Keine Abnahme bei Widerspruch zu Handelsvorgaben

Damit Obst und Gemüse besonders frisch und makellos aussehen kann, müssen oft zusätzliche Pflanzenschutz- und Düngemittel eingesetzt werden. Denn Obst und Gemüse, das den Handelsvorgaben nicht entspricht, wird den Erzeugerbetrieben in der Regel nicht abgenommen. Im besten Fall wird es zu Saft weiterverarbeitet oder verfüttert, häufig aber untergepflügt oder anderweitig entsorgt.

Mehr Lebensmittelabfälle durch eigene Vorgaben

Das Umweltbundesamt (UBA) kommt in seiner Veröffentlichung "Mehr Natürlichkeit im Obst- und Gemüseregal - gut für Umwelt und Klima" unter anderem zu folgenden Ergebnissen: Verzichtet der Handel auf diese selbstgesetzten Vorgaben, profitieren neben der Umwelt auch Verbraucherinnen und Verbraucher sowie die Erzeugerbetriebe. Ohne Blattschmuck von Kohlrabi und Co. bleibt das Gemüse zudem länger frisch, weil über die Blätter kein Wasser mehr verdunsten kann.

Entsprechend des Bedarfs einkaufen

Wird unterschiedlich großes Obst und Gemüse angeboten, kaufen Verbraucher besser nach Bedarf ein und beugen Lebensmittelabfällen im Haushalt vor. So können auch Erzeugerbetriebe ihren Einsatz an Pflanzenschutz- und Düngemitteln reduzieren und einen größeren Anteil ihrer Produkte an den Handel verkaufen.

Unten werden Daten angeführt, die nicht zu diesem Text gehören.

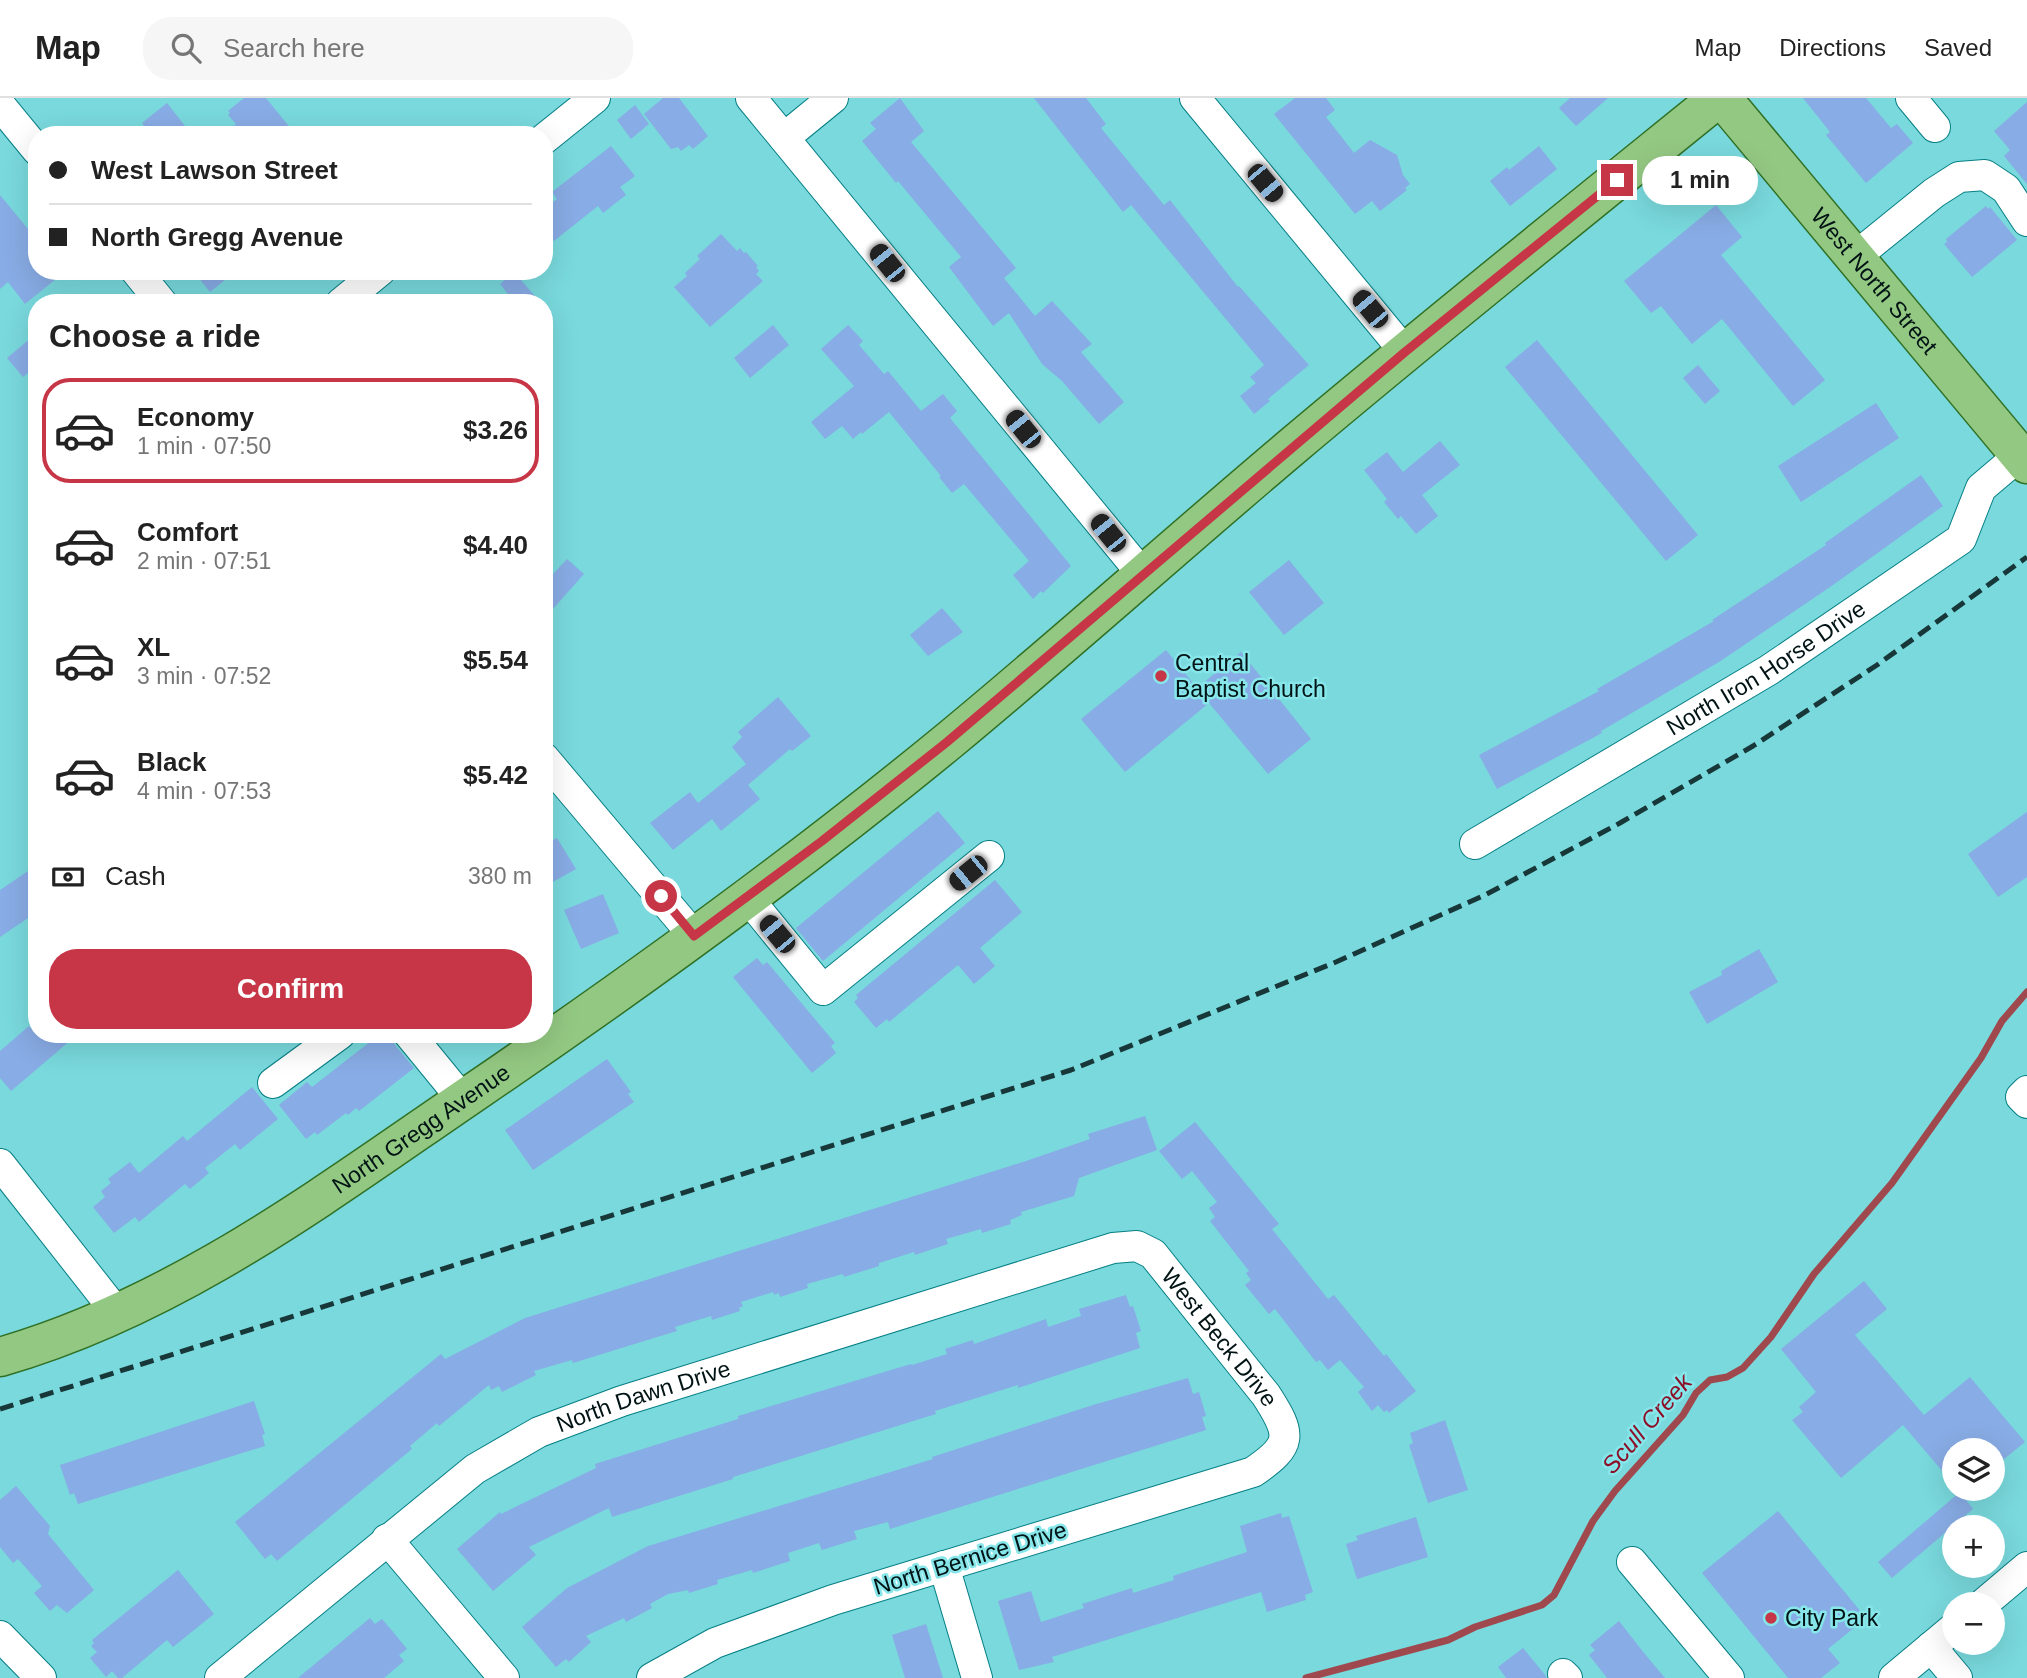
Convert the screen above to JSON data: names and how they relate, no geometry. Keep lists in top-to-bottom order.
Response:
{
  "streets": {
    "main road": ["West North Street", "North Gregg Avenue"],
    "street": [
      "North Iron Horse Drive",
      "West Beck Drive",
      "North Dawn Drive",
      "North Bernice Drive"
    ]
  },
  "crossings": [
    ["West North Street", "North Iron Horse Drive"],
    ["West North Street", "North Gregg Avenue"],
    ["West Beck Drive", "North Dawn Drive"],
    ["West Beck Drive", "North Bernice Drive"]
  ],
  "water": ["Scull Creek"],
  "places": ["Central Baptist Church", "City Park"],
  "page": {
    "header": "Map",
    "search": "Search here",
    "nav": ["Map", "Directions", "Saved"],
    "banner": ["West Lawson Street", "North Gregg Avenue"],
    "bubble": "1 min",
    "heading": "Choose a ride",
    "list": [
      {
        "name": "Economy",
        "note": "1 min · 07:50",
        "value": "$3.26"
      },
      {
        "name": "Comfort",
        "note": "2 min · 07:51",
        "value": "$4.40"
      },
      {
        "name": "XL",
        "note": "3 min · 07:52",
        "value": "$5.54"
      },
      {
        "name": "Black",
        "note": "4 min · 07:53",
        "value": "$5.42"
      }
    ],
    "pay": ["Cash", "380 m"],
    "buttons": "Confirm",
    "map_buttons": ["+", "−"]
  }
}
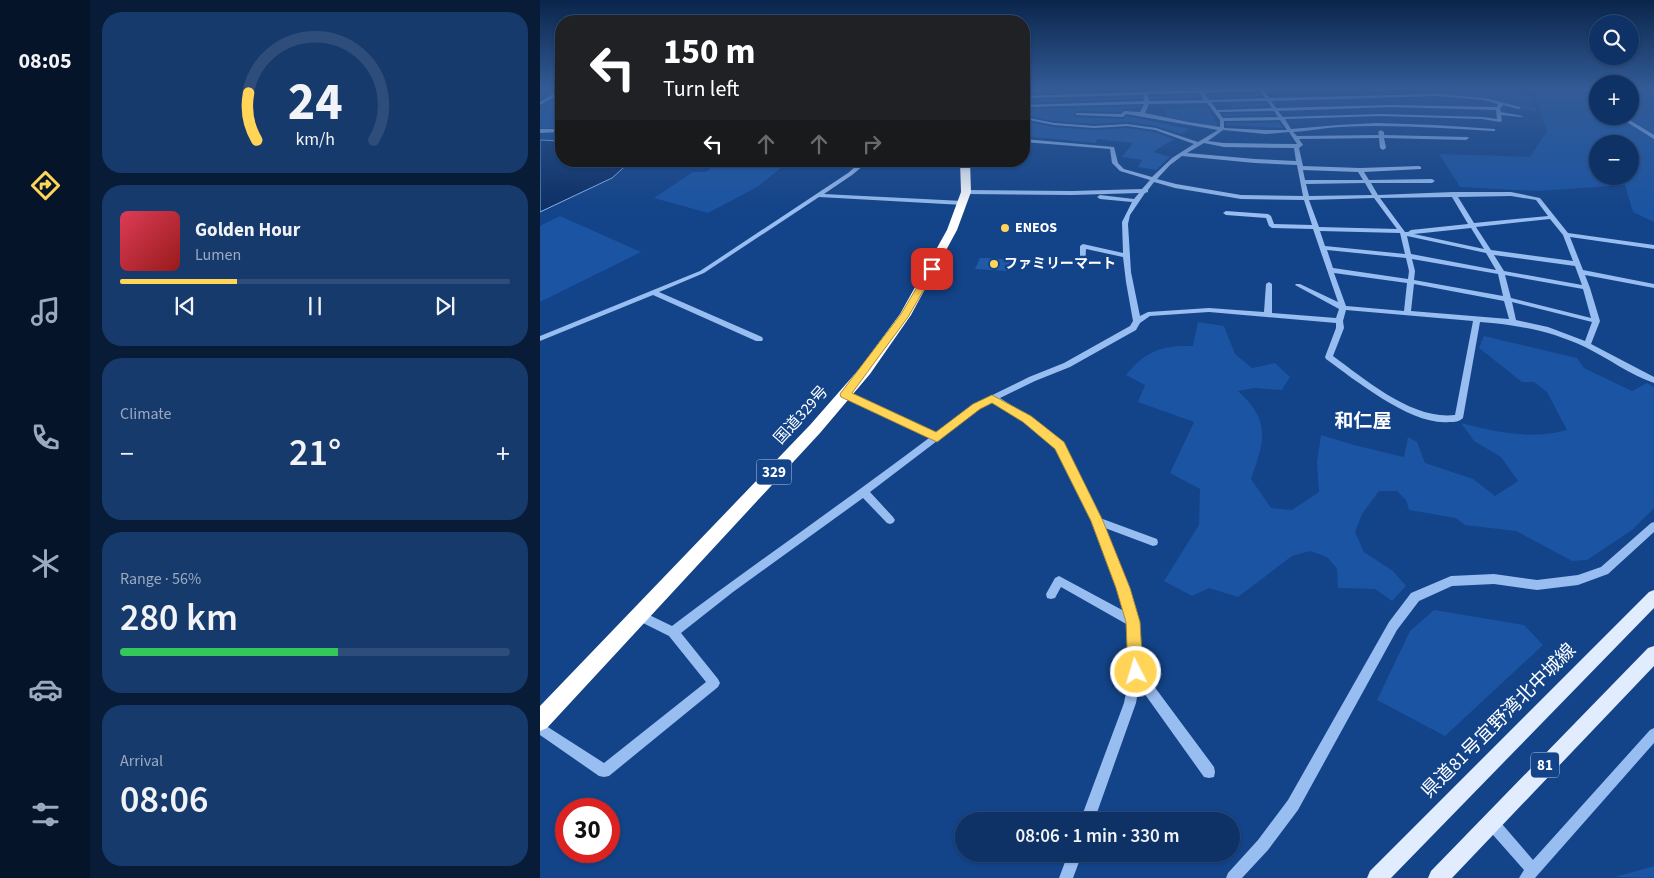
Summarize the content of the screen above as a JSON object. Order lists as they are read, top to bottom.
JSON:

"Der Handel sollte Spielräume nutzen"

UBA-Präsident Dirk Messner: "Die gesetzlichen Vorgaben reichen aus für hochwertige Lebensmittel. Der Handel muss hier nicht noch unnötig nachlegen. Damit die Umwelt beim Obst- und Gemüseanbau weniger belastet wird, müssen alle aktiv werden - auch der Handel." Zu diesem Ergebnis kommt auch der Marktcheck der Verbraucherzentralen: "Es gibt noch große Spielräume, frisches Obst und Gemüse so anzubieten, dass Verbraucherinnen und Verbraucher einen Beitrag zum Umwelt- und Klimaschutz leisten können. Der Handel sollte diese nutzen", fordert Andreas Eichhorst, Vorstand der Verbraucherzentrale Sachsen.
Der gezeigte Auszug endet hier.